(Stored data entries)

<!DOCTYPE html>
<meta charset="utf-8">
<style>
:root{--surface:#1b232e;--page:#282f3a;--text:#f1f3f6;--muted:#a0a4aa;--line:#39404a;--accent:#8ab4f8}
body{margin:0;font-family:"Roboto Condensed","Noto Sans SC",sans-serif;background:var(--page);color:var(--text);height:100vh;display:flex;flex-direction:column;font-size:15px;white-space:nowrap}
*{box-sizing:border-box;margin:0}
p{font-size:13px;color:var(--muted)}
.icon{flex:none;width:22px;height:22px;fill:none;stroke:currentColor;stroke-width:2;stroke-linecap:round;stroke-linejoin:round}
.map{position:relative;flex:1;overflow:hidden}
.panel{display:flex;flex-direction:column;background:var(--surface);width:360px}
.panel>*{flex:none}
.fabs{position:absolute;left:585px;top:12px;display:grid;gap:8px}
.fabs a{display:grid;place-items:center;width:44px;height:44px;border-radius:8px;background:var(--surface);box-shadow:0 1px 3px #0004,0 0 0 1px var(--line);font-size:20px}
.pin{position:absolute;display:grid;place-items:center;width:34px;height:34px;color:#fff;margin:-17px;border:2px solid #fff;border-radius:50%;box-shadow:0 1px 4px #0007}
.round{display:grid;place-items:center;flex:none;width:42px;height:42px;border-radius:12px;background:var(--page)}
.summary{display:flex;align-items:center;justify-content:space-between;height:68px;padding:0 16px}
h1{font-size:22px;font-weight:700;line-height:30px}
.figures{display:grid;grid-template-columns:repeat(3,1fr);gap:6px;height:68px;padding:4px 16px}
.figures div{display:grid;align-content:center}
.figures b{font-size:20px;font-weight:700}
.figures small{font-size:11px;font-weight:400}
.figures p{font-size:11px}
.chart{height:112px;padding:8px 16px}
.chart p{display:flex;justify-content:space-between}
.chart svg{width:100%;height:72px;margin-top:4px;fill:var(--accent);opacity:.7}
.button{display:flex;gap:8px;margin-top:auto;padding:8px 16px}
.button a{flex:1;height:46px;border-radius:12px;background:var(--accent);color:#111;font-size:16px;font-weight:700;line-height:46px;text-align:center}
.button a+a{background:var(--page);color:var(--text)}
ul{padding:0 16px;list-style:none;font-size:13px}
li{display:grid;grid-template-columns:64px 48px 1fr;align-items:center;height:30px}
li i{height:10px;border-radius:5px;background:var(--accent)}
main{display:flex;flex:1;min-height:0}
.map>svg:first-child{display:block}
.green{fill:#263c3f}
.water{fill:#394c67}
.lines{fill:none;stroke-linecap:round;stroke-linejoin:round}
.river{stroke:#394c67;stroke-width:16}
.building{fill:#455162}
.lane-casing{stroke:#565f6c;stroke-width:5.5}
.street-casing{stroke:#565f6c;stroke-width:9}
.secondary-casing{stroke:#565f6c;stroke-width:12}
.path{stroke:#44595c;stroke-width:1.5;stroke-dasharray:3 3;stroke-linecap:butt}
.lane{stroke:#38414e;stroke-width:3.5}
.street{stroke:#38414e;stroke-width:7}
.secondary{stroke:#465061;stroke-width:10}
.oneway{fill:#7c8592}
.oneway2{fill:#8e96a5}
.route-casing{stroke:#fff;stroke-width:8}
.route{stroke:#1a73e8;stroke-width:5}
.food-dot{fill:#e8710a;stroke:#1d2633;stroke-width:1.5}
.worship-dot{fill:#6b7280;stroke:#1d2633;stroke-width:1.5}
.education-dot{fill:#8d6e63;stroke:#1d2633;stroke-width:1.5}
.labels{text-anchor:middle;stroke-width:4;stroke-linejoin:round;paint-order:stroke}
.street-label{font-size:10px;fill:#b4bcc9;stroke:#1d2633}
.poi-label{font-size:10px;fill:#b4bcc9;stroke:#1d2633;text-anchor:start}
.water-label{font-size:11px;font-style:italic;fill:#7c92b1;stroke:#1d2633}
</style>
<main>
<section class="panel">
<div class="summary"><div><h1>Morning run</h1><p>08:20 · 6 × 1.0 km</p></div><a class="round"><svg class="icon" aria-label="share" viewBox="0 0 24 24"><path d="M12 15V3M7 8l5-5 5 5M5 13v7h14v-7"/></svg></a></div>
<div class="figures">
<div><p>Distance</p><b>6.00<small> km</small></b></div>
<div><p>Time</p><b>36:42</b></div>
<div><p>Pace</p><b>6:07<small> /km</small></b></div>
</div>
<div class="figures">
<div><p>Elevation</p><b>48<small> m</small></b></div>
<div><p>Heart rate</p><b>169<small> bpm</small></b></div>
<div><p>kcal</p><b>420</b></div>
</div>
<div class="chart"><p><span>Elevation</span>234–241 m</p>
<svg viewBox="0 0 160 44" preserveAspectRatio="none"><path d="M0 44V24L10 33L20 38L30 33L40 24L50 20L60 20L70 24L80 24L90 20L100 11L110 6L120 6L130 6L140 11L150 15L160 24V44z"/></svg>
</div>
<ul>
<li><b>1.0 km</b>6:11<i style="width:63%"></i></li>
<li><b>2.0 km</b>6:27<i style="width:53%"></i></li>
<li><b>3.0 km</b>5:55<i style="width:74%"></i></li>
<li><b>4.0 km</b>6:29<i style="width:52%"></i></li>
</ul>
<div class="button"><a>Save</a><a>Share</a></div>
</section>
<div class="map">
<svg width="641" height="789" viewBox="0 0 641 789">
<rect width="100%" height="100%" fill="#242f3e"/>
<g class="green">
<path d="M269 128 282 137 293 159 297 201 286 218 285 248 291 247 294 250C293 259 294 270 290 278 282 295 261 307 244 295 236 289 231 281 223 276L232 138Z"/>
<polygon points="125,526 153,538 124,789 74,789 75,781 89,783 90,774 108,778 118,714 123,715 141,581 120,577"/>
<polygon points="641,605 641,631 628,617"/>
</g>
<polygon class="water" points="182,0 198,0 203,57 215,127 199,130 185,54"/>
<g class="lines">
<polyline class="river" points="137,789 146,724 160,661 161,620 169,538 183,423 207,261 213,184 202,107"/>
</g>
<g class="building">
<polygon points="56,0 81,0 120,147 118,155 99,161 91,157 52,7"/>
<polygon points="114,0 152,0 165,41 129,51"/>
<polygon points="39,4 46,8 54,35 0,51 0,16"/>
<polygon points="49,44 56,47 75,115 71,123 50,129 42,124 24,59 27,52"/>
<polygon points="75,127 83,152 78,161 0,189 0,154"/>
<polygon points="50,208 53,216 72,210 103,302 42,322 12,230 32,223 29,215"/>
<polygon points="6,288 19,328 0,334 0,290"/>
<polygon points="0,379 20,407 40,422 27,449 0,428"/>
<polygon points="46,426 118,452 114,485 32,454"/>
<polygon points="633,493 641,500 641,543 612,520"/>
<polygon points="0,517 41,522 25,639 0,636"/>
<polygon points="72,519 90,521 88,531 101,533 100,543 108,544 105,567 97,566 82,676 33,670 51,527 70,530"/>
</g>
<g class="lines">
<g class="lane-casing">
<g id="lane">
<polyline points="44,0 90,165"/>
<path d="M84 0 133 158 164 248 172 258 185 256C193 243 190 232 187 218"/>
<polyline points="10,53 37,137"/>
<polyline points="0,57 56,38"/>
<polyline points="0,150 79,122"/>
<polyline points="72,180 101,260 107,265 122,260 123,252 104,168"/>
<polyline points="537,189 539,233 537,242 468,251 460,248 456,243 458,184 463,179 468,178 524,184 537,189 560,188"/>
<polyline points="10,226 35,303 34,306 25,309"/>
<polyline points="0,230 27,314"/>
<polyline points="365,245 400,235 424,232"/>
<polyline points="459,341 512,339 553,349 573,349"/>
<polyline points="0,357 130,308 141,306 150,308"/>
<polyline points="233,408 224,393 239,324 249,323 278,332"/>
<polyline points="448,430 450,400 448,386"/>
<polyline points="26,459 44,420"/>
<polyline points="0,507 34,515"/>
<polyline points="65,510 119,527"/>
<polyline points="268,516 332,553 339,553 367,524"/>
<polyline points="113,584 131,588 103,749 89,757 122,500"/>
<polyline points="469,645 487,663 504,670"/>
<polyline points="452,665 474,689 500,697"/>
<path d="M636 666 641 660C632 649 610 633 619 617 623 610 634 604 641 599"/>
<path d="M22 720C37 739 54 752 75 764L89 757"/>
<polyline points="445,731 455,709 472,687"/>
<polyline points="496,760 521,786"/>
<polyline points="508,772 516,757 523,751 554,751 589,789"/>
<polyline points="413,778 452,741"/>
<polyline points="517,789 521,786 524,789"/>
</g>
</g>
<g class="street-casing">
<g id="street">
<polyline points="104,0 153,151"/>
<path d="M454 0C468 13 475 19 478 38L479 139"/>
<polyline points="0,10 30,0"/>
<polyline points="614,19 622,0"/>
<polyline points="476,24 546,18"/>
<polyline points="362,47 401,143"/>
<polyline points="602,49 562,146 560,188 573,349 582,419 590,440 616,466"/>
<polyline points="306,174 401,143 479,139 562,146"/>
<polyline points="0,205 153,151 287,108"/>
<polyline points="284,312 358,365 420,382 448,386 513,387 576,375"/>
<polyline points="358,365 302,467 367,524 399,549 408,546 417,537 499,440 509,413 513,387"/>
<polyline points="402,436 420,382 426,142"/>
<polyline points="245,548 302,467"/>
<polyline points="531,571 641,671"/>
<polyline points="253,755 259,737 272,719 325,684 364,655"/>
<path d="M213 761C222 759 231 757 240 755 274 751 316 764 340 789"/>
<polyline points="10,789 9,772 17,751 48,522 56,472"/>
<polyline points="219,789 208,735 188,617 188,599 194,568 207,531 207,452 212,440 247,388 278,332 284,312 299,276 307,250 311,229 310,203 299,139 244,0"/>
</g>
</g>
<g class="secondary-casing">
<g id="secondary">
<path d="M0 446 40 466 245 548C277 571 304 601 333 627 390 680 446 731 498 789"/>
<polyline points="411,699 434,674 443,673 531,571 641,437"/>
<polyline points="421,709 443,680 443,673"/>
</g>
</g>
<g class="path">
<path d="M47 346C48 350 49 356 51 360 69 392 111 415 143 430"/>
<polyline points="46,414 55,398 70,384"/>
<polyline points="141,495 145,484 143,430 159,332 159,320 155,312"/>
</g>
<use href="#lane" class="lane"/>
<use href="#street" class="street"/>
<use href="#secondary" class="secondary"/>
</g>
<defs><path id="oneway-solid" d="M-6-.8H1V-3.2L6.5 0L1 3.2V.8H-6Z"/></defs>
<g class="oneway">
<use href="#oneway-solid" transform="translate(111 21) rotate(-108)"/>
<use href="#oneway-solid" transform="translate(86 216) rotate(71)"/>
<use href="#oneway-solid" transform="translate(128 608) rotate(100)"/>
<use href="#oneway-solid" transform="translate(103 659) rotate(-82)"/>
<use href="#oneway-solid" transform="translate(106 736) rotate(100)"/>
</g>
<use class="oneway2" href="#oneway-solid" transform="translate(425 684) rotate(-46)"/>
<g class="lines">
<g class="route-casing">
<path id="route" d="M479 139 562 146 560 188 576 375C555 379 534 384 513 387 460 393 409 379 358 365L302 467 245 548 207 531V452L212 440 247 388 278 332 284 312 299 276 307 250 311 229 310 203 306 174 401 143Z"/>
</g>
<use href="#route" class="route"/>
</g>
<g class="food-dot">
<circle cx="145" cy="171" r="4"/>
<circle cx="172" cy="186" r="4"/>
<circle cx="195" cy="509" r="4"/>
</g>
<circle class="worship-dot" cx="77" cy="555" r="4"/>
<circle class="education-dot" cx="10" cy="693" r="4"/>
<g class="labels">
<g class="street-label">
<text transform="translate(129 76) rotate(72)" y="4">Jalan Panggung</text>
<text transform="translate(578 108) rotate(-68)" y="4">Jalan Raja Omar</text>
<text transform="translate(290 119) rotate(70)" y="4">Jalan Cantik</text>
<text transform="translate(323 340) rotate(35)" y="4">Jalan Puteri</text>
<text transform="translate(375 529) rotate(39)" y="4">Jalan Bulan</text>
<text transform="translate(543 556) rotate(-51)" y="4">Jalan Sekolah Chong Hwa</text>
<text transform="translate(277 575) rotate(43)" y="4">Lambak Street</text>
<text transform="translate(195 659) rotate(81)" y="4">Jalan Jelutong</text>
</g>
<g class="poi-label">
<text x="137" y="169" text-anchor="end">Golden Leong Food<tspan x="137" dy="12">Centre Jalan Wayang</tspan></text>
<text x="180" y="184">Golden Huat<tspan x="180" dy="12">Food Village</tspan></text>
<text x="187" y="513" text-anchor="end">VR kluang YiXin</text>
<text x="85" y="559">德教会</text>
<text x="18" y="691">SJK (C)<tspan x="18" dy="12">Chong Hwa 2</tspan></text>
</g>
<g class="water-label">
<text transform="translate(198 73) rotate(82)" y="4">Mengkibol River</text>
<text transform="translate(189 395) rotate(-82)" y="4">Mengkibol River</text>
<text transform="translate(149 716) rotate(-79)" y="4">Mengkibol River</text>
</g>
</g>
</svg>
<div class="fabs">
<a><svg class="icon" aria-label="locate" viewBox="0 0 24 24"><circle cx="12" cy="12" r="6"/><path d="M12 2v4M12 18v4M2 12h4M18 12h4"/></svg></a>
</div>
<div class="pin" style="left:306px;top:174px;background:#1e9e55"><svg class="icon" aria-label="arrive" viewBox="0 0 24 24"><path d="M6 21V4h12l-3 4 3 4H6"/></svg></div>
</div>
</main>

> Your assignment
Tally the lines in the records containing the string "direction"; output only the tally.

> Worked solution
2